Humans Can Adopt Optimal Discounting Strategy under Real-Time Constraints

Abstract
Critical to our many daily choices between larger delayed rewards, and smaller more immediate rewards, are the shape and the steepness of the function that discounts rewards with time. Although research in artificial intelligence favors exponential discounting in uncertain environments, studies with humans and animals have consistently shown hyperbolic discounting. We investigated how humans perform in a reward decision task with temporal constraints, in which each choice affects the time remaining for later trials, and in which the delays vary at each trial. We demonstrated that most of our subjects adopted exponential discounting in this experiment. Further, we confirmed analytically that exponential discounting, with a decay rate comparable to that used by our subjects, maximized the total reward gain in our task.
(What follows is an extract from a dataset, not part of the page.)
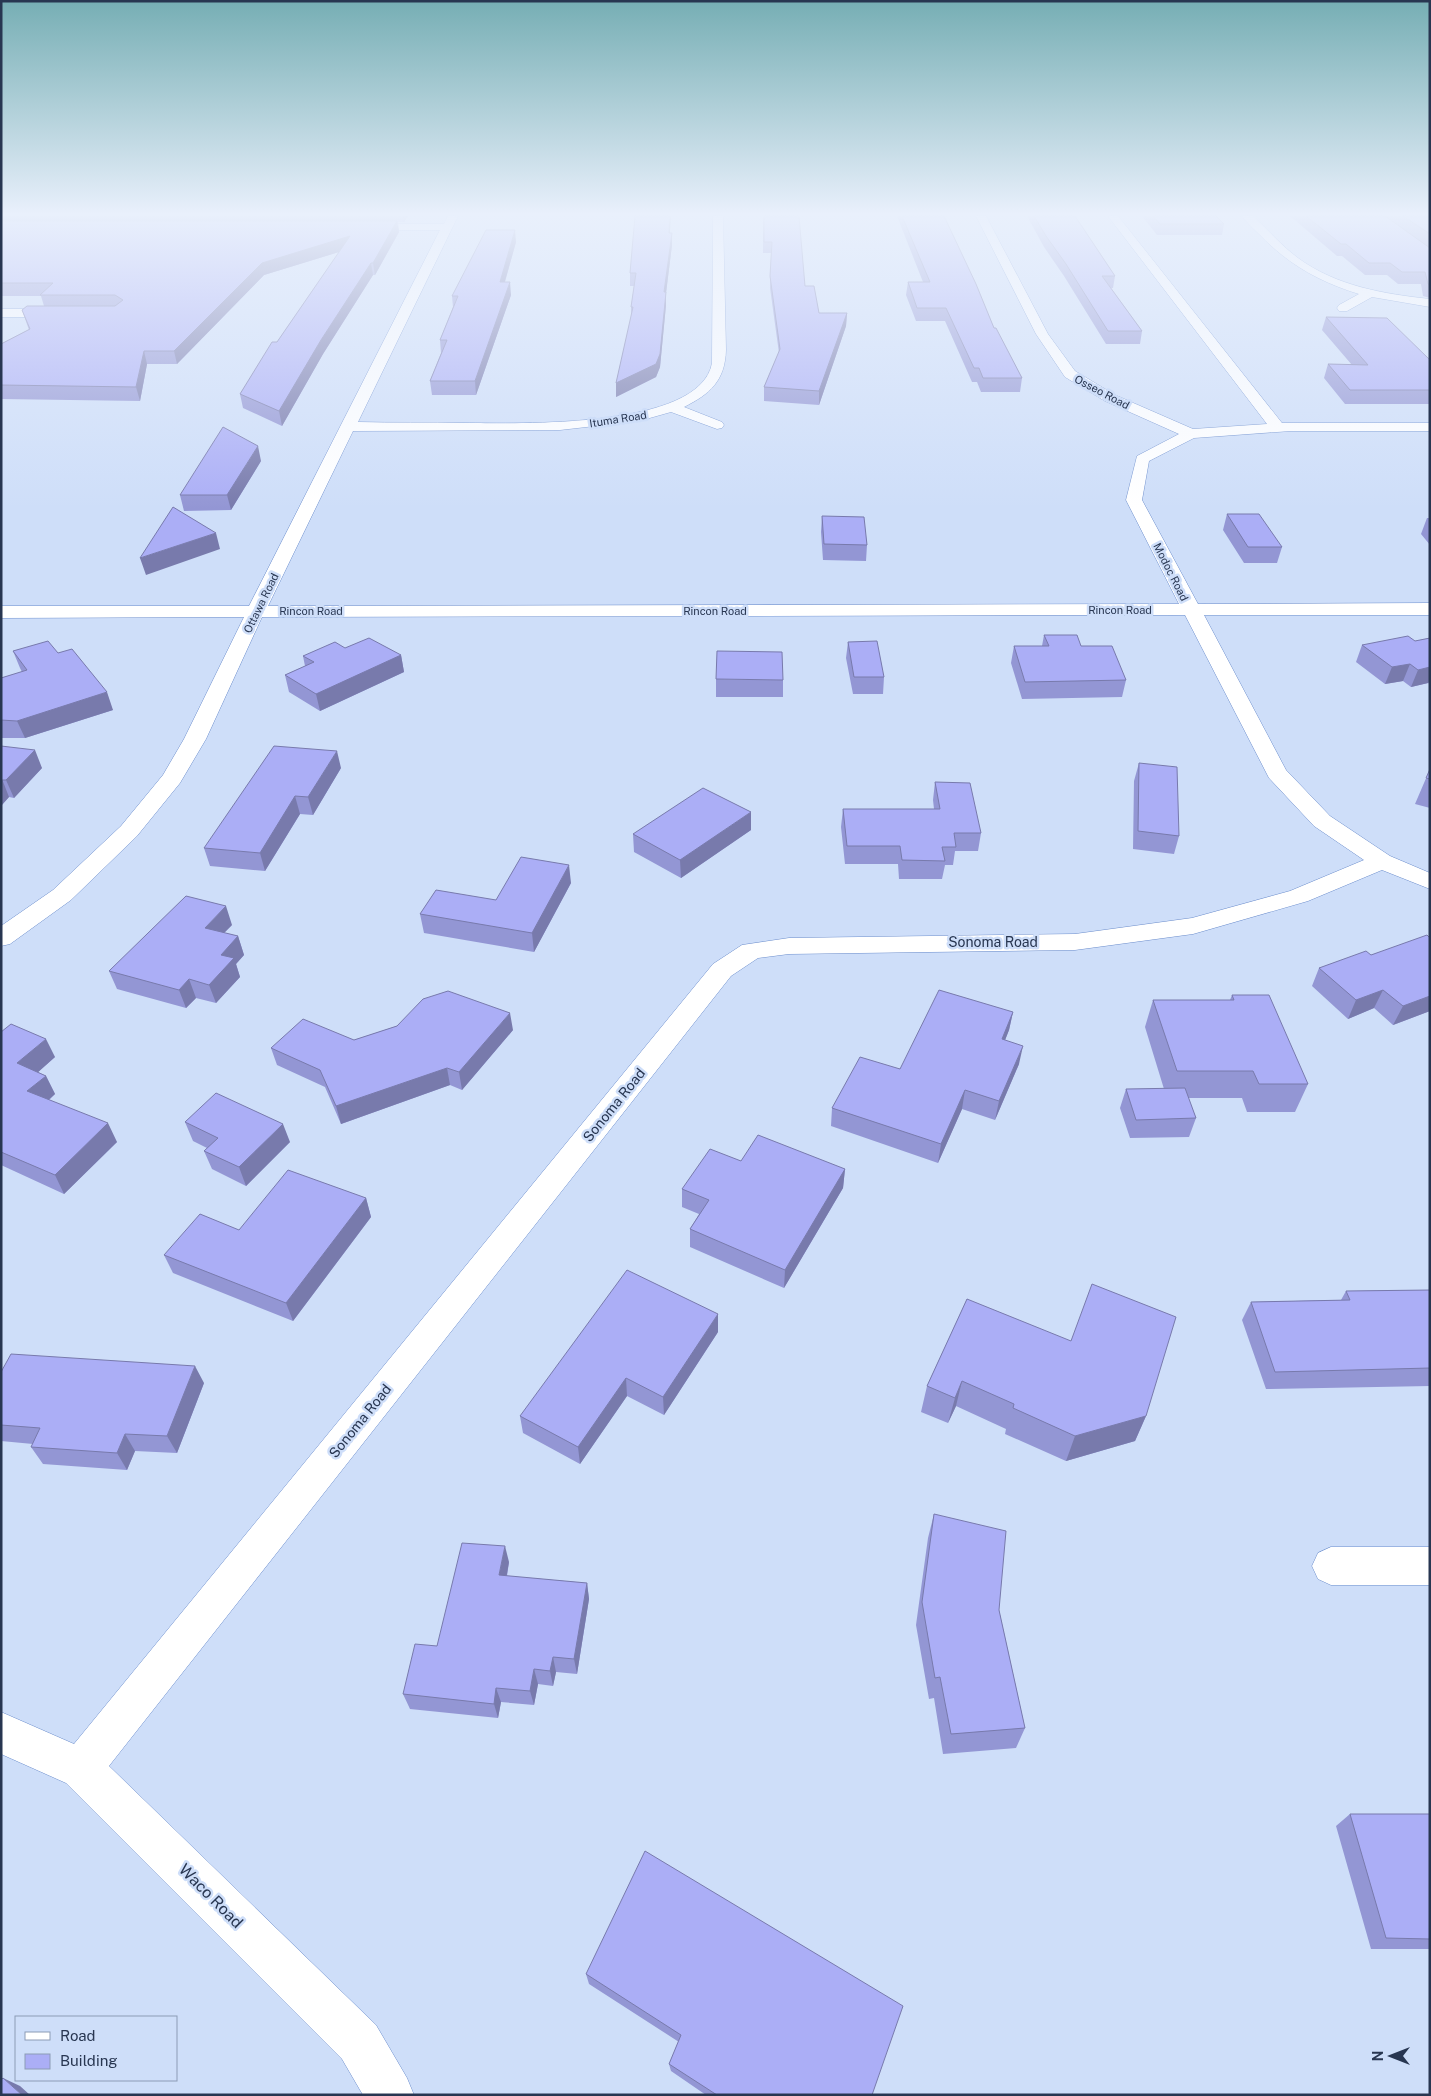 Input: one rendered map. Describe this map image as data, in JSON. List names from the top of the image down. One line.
{"streets":{"street":["Osseo Road","Ituma Road","Modoc Road","Ottawa Road","Rincon Road","Sonoma Road","Waco Road"]},"crossings":[["Osseo Road","Modoc Road"],["Ituma Road","Ottawa Road"],["Modoc Road","Rincon Road"],["Modoc Road","Sonoma Road"],["Ottawa Road","Rincon Road"],["Sonoma Road","Waco Road"]],"legend":["Road","Building"],"north":"left"} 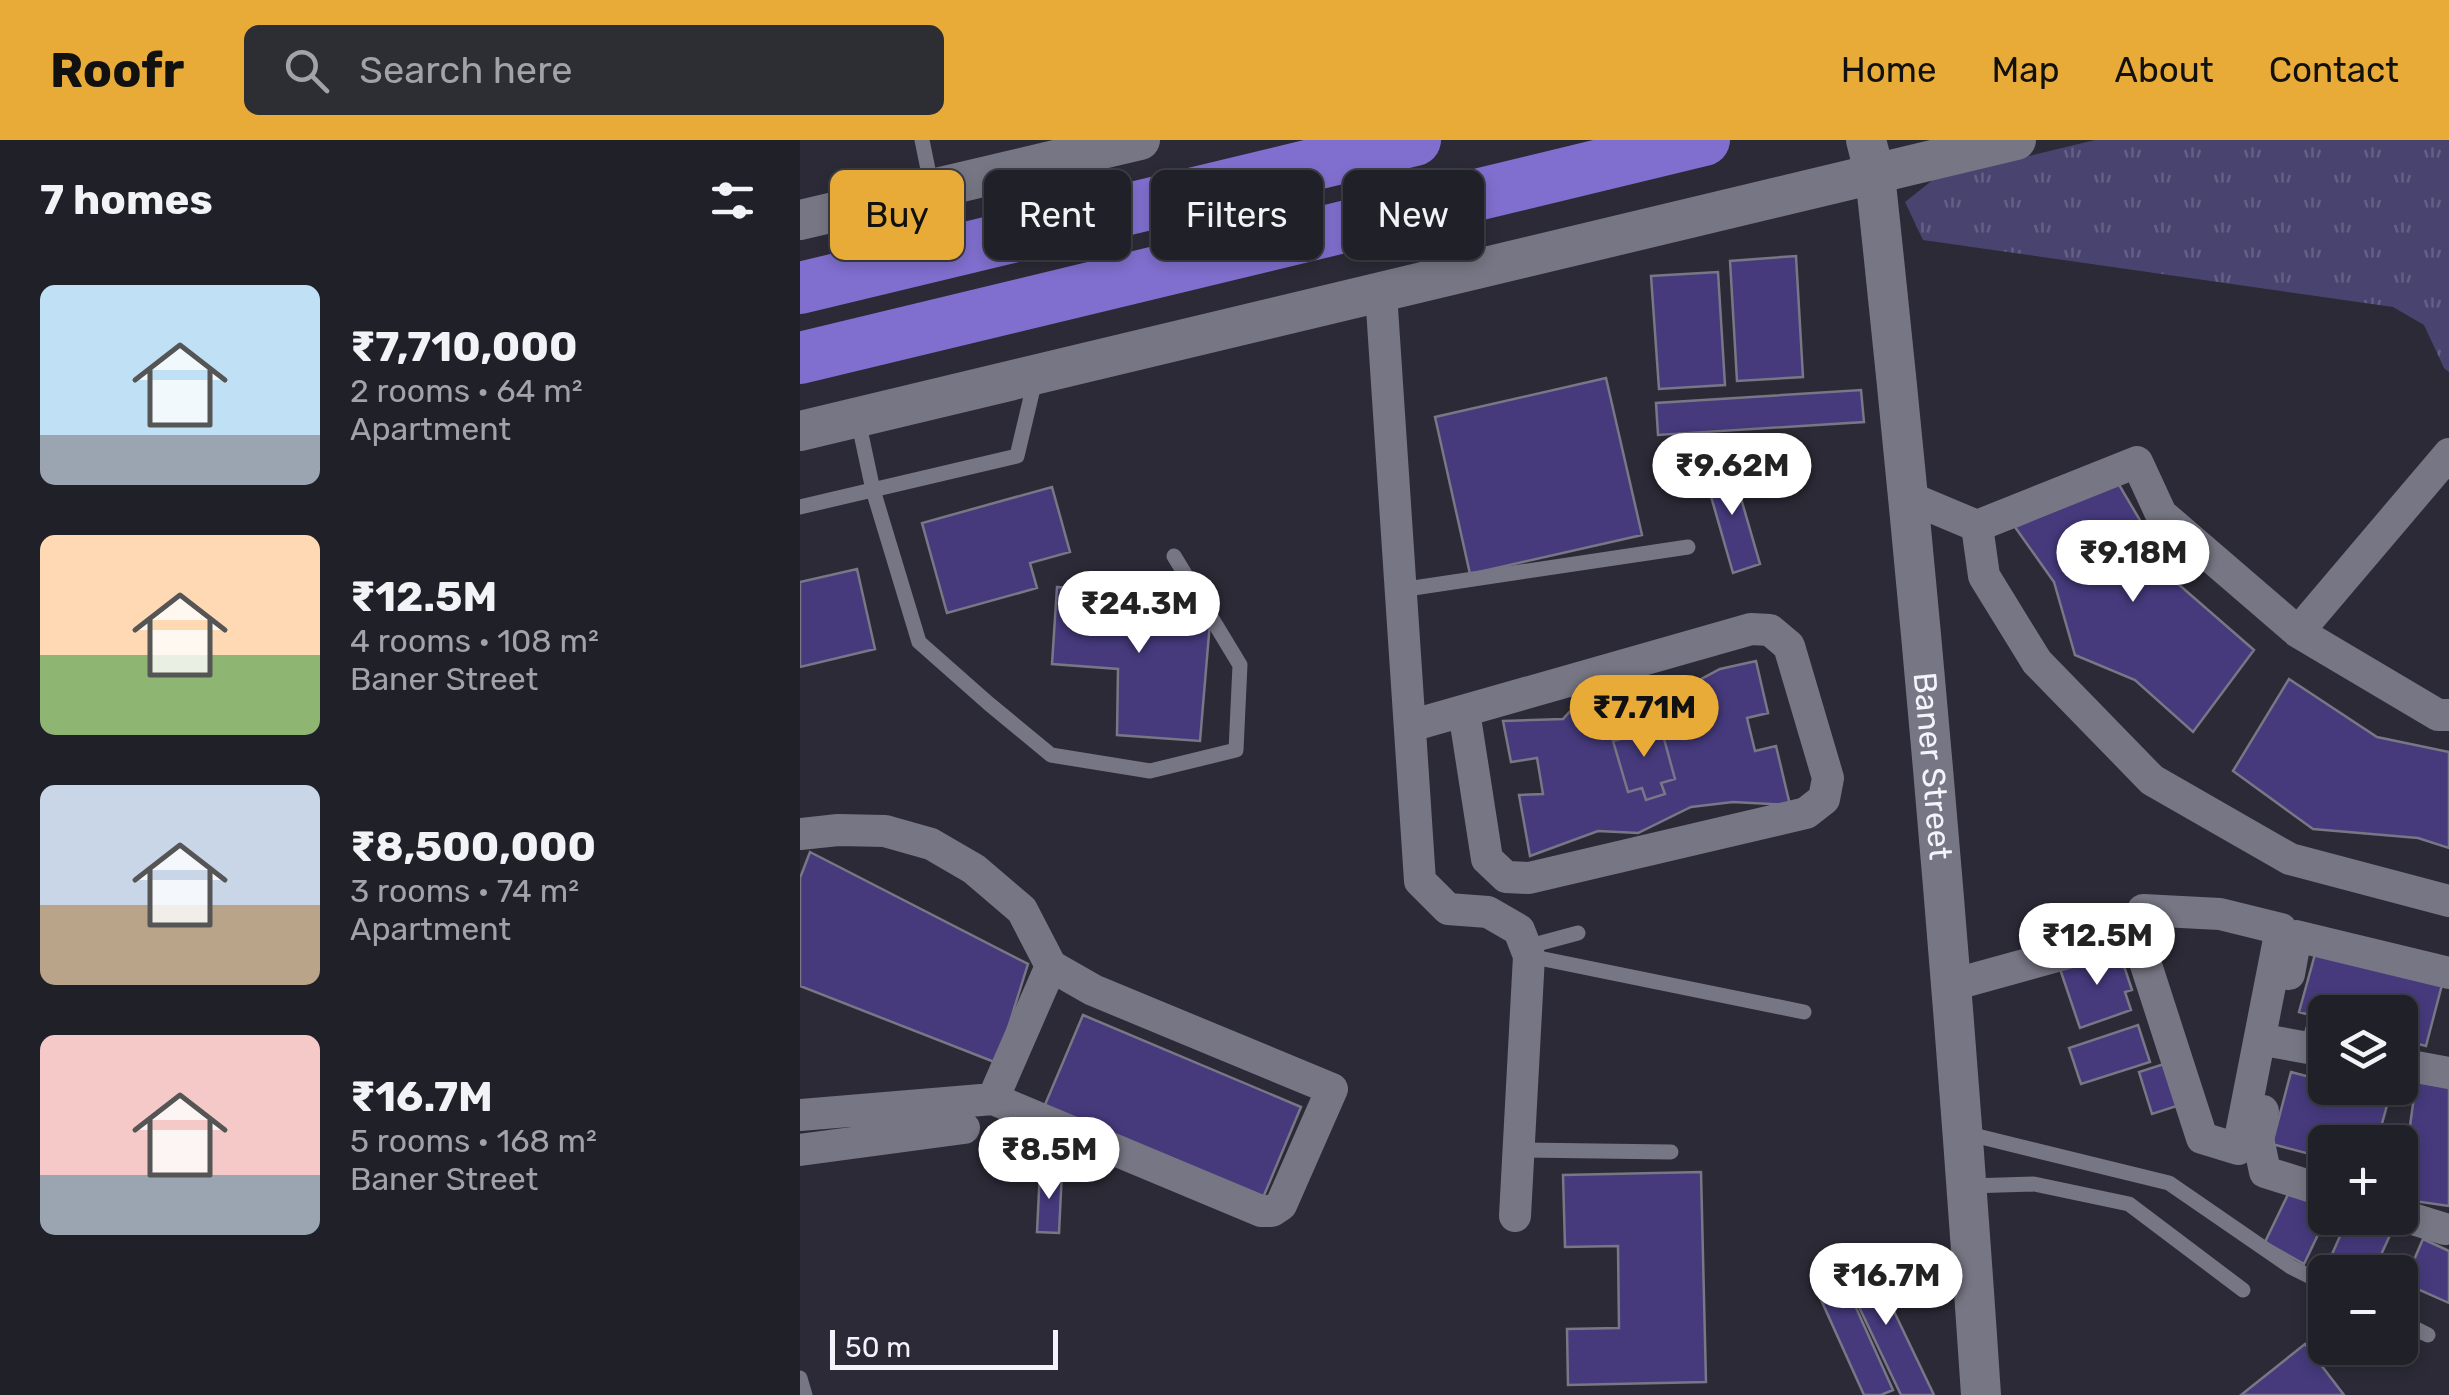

Our results suggest that the particular shape and steepness of temporal discounting is determined by the task that the subject is facing, and question the notion of hyperbolic reward discounting as a universal principle. When we make a choice between two options, we compare the values of their outcomes and select the option with a larger value. However, what if one option leads to a larger delayed reward and the other leads to a smaller more immediate reward? Naturally, we assign a larger value for a larger reward, but it is “discounted” if the reward is to be delivered later. Thus, the value is a monotonically decreasing function of the delays. Previous behavioral studies have repeatedly demonstrated that humans and animals discount delayed rewards hyperbolically. This has practical importance, as hyperbolic discounting can sometimes lead to “irrational” preference reversal: for instance, an individual may prefer two apples in 51 days to one apple in 50 days, but if the days come closer, he prefers one apple today to two apples tomorrow. On the contrary, exponential discounting is always “rational,” as it predicts constant preference. Here, in a new task that mimics animal foraging, and that uses delayed monetary rewards, Schweighofer and colleagues showed that humans can also discount reward exponentially. Furthermore, it is remarkable that by adopting exponential discounting, their subjects maximized their total gain. Thus, depending on the task at hand, the authors' study suggests that humans can flexibly choose the type of reward discounting, and can exhibit rational behavior that maximizes long-term gains.